Kay is a veteran reader of this column and she says she loves to play video poker.
“I learned toward the middle of the 1990s and put in a lot of practice time with software that dings when I make a mistake.
“The game I love is 9-6 Double Double Bonus, and that’s the strategy I have down pat. The plays just come automatically.
“On other games, I’m a little unsure. Once, I played 9-6 Jacks or Better because all the DDB games were 8-5 or 7-5. I still played DDB strategy because I didn’t know the adjustments.
“How much did I hurt myself by playing the wrong strategy for the game?”
Kay came at the problem from the opposite direction of most players I know. Jacks or Better is old granddad of video poker, the basic game on which others are built. It has the easiest strategy, and I’ve long recommended learning 9-6 Jacks or Better first to get a solid base.
But Kay learned 9-6 Double Double Bonus first, with its slightly more complicated strategy.
To cut to the answer first, playing optimal strategy at 9-6 Jacks or Better yields an average 99.54-percent return. Playing 9-6 DDB strategy on 9-6 JB trims that average return to 98.51 percent, so you lose 1 percent of your expected average.
Playing the wrong strategy works better in the opposite direction. Optimal strategy on 9-6 DDB yields a 98.98-percent average. Using 9-6 JB strategy the average return is 98.61 percent, so you lose just over a third of a percent of your payback.
Either way, playing the wrong-game strategy misses some fine points. In a comparison between Double Double Bonus and Jacks or Better, the big differences are in the returns on four of a kind and on two pairs.
In Jacks or Better, all four of a kinds pay 25-for-1, or 125 for a five-coin bet. In DDB, the five-coin returns are 250 on four 5s through Kings, 400 on four 2s, 3s or 4s, 800 on four 2s, 3s or 4s an Ace, 2, 3 or 4 kicker, 800 on four Aces, and 2,000 on four Aces with a 2, 3 or 4.
The other big difference is that two pairs pay 2-for-1 in Jacks or Better, but just get your money back at 1-for-1 in DDB.
The higher returns on four Kings or lower are great when you get them, but aren’t strategy drivers. Aces are another matter. That 2,000-coin jackpot is worth chasing.
The lower two-pair payoff drives some strategy differences, too. We draw to four-card inside straights in DDB where we’d make complete redraws in JB in part because the chance of drawing two pairs is more valuable in JB than in DDB.
Both the Aces difference and the two-pair divide come into play when two pairs include two Aces. Dealt Ace-Ace-6-6-9 in 9-6 Jacks or Better, holding both pairs and discarding the 9 guarantees at least a 10-coin return for a five-coin bet and yields an average of 12.98 coins.

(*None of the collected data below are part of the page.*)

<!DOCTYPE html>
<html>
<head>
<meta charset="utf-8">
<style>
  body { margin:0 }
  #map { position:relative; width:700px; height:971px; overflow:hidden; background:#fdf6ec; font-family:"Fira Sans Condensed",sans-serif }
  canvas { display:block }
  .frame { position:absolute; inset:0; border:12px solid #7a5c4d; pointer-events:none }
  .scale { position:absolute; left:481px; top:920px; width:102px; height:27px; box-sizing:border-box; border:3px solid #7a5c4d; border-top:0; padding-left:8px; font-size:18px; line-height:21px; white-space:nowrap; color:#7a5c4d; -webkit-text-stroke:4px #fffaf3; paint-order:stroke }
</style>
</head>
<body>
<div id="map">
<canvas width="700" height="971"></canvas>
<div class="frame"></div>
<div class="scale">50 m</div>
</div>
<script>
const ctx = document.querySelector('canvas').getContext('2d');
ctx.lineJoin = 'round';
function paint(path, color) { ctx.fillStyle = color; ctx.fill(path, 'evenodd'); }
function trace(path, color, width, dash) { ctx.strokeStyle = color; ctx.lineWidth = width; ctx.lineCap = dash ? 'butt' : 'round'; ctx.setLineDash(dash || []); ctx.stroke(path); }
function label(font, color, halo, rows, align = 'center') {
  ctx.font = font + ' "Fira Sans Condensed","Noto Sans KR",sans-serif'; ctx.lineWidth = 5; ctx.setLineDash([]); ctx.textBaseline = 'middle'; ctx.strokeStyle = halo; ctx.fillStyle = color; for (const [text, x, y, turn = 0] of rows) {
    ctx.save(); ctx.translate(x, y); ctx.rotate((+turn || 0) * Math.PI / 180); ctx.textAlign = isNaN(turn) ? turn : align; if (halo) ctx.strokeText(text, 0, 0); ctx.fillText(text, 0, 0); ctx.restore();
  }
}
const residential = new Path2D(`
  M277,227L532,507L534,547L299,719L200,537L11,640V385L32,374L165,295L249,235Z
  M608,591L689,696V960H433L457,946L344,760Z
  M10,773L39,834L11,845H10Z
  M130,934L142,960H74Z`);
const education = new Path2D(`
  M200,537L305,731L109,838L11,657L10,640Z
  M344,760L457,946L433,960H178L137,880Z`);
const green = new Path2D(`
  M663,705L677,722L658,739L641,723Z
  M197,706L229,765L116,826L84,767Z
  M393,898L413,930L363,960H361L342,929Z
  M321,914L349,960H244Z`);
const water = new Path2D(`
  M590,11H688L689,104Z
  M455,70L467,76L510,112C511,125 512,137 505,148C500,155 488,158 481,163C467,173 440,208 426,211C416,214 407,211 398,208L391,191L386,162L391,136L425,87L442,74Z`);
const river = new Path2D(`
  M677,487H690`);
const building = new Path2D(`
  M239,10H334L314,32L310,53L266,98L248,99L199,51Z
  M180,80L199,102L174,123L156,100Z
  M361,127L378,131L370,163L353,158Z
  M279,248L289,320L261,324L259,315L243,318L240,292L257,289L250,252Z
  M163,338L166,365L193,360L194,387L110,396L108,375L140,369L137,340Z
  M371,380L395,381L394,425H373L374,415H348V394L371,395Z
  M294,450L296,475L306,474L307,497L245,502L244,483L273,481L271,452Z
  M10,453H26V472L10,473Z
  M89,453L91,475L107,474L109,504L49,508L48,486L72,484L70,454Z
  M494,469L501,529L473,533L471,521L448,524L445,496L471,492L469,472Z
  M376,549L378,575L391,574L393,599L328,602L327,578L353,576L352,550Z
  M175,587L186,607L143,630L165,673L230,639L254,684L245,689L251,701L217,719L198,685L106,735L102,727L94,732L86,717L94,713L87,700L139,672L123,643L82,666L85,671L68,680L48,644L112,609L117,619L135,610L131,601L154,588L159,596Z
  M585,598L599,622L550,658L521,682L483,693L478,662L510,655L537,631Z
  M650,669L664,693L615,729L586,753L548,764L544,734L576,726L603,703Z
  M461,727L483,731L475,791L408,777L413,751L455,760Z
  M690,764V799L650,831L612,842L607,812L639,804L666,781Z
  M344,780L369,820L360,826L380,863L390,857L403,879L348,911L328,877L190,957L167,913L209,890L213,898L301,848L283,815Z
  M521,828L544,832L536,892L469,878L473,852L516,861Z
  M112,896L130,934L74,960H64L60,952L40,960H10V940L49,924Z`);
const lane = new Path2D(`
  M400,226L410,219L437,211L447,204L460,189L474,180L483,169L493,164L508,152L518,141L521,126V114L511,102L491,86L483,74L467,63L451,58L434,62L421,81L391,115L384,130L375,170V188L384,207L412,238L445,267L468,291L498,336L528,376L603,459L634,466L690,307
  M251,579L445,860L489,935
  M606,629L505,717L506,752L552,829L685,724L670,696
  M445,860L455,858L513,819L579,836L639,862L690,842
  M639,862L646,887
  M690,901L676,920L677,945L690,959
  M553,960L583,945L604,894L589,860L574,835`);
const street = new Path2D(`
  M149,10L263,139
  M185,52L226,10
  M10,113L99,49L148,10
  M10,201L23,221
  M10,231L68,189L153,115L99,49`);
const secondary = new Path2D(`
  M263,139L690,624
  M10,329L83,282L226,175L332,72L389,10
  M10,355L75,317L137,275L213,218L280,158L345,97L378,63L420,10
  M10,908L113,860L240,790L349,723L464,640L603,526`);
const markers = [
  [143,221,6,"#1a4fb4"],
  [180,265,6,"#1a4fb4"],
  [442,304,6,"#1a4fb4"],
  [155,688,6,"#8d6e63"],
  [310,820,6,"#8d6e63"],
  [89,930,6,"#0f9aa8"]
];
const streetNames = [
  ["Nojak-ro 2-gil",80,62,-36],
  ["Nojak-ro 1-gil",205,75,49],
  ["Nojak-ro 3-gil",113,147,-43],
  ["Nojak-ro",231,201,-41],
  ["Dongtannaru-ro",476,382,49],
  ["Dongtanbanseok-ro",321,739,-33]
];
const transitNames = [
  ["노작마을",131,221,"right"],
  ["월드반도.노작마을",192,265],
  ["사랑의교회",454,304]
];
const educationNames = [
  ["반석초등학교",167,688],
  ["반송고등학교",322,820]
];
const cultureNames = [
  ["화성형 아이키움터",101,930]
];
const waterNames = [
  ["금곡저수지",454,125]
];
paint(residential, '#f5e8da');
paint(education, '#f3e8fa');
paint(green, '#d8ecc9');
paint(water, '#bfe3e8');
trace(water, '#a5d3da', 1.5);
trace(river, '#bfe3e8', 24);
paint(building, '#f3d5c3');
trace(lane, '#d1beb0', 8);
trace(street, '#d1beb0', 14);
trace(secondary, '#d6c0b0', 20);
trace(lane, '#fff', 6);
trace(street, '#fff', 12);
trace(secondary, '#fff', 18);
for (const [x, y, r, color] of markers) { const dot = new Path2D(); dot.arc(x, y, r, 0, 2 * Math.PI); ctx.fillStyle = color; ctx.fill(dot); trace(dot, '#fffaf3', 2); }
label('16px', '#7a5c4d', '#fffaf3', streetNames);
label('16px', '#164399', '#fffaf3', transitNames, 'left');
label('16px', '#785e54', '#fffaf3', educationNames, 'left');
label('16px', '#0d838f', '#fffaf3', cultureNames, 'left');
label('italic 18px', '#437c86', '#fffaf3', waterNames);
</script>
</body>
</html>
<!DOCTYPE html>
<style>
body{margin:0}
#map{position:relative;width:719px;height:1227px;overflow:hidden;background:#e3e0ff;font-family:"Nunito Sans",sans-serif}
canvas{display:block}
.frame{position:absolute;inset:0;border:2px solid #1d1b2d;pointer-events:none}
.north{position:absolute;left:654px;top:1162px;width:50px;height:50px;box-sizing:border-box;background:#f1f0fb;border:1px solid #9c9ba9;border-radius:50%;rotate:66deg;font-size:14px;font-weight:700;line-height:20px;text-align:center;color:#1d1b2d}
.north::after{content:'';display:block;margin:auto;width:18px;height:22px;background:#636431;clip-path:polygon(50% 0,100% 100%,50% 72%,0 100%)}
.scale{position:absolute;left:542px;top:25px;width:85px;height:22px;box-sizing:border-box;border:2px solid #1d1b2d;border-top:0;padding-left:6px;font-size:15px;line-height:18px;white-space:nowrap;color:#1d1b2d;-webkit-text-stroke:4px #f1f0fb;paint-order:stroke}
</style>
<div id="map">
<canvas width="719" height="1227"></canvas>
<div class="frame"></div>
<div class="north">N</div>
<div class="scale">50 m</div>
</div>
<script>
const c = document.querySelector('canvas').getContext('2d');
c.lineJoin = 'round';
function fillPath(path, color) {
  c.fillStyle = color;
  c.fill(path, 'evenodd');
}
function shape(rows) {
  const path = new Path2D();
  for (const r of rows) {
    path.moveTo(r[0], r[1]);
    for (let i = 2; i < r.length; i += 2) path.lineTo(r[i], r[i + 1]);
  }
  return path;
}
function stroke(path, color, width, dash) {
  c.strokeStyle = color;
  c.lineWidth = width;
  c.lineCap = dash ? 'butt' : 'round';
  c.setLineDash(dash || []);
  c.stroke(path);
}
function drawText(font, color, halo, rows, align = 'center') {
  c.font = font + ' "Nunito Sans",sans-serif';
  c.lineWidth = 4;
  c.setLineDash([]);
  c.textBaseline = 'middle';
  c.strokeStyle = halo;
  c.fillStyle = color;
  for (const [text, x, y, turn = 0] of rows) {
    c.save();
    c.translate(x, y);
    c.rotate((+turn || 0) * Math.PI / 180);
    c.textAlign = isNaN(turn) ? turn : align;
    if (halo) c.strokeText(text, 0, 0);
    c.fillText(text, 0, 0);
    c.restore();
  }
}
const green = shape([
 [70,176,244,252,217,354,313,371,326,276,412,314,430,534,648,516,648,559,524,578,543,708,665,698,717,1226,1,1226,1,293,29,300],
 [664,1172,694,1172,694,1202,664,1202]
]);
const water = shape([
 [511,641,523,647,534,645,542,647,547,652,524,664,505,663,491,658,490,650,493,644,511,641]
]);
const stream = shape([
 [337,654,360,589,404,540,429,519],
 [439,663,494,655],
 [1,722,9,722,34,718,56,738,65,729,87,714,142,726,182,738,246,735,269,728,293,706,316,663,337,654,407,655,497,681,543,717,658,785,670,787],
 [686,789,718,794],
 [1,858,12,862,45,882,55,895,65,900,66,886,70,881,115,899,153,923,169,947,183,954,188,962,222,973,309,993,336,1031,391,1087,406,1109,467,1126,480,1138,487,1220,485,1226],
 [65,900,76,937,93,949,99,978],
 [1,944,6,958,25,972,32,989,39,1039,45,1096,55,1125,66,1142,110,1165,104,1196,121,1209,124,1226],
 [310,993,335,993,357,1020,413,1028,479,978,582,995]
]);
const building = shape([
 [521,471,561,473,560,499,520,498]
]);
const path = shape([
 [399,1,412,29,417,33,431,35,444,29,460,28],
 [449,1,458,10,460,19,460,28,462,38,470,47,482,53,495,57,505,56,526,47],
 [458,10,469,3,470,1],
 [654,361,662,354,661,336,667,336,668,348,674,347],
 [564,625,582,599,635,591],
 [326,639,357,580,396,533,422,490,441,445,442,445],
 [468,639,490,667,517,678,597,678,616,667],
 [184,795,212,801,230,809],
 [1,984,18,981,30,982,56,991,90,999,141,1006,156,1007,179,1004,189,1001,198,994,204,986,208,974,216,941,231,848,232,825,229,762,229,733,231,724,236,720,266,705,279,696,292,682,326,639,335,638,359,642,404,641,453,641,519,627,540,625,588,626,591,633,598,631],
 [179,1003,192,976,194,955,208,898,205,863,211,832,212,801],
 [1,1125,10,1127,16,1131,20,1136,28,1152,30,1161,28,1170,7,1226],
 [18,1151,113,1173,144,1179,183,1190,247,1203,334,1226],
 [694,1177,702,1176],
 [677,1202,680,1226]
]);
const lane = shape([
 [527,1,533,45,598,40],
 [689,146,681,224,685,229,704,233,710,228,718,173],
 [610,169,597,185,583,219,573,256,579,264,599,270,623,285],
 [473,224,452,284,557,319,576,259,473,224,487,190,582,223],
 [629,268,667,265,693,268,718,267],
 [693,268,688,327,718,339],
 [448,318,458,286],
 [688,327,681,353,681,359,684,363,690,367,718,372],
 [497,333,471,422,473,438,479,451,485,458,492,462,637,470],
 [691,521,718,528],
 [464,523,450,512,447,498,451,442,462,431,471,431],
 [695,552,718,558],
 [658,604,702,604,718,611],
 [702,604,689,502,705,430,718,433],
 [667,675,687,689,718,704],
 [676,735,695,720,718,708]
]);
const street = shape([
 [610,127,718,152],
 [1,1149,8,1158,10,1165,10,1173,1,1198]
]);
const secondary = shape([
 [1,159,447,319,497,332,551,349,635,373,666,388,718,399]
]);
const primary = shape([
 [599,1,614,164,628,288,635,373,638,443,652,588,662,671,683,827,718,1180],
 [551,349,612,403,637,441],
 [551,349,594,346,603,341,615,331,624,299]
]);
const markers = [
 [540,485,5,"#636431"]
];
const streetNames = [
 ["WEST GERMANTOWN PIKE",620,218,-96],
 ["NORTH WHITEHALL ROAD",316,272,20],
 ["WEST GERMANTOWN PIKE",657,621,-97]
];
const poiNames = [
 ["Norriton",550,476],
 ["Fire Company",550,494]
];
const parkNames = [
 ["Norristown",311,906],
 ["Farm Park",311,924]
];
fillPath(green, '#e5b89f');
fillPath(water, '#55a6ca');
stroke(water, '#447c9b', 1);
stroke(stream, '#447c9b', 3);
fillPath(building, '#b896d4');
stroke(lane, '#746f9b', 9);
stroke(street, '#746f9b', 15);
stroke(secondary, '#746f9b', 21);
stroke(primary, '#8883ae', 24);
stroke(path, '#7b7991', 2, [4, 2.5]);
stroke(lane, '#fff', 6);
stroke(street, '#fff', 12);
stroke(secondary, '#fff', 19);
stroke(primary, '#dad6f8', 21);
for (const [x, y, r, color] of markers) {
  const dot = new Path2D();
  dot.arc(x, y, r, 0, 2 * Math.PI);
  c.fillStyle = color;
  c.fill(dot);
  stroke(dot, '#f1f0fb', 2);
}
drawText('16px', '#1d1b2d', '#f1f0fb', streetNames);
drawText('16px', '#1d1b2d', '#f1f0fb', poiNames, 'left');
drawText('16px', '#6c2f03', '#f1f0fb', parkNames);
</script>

But in 9-6 DDB, holding both pairs guarantees only a five-coin payback and the average is only 8.40 coins. Holding just the Aces and discarding 6-6-9 raises the average return to 9.65 coins per five wagered. So we make the opposite of the optimal JB play.
Those aren’t the only strategy differences. A full comparison is a topic for a longer column. But you can see the fine points make a difference. In Kay’s case, it meant the difference between 99.65 and 98.61 as the average payback on 9-6 Jacks or Better.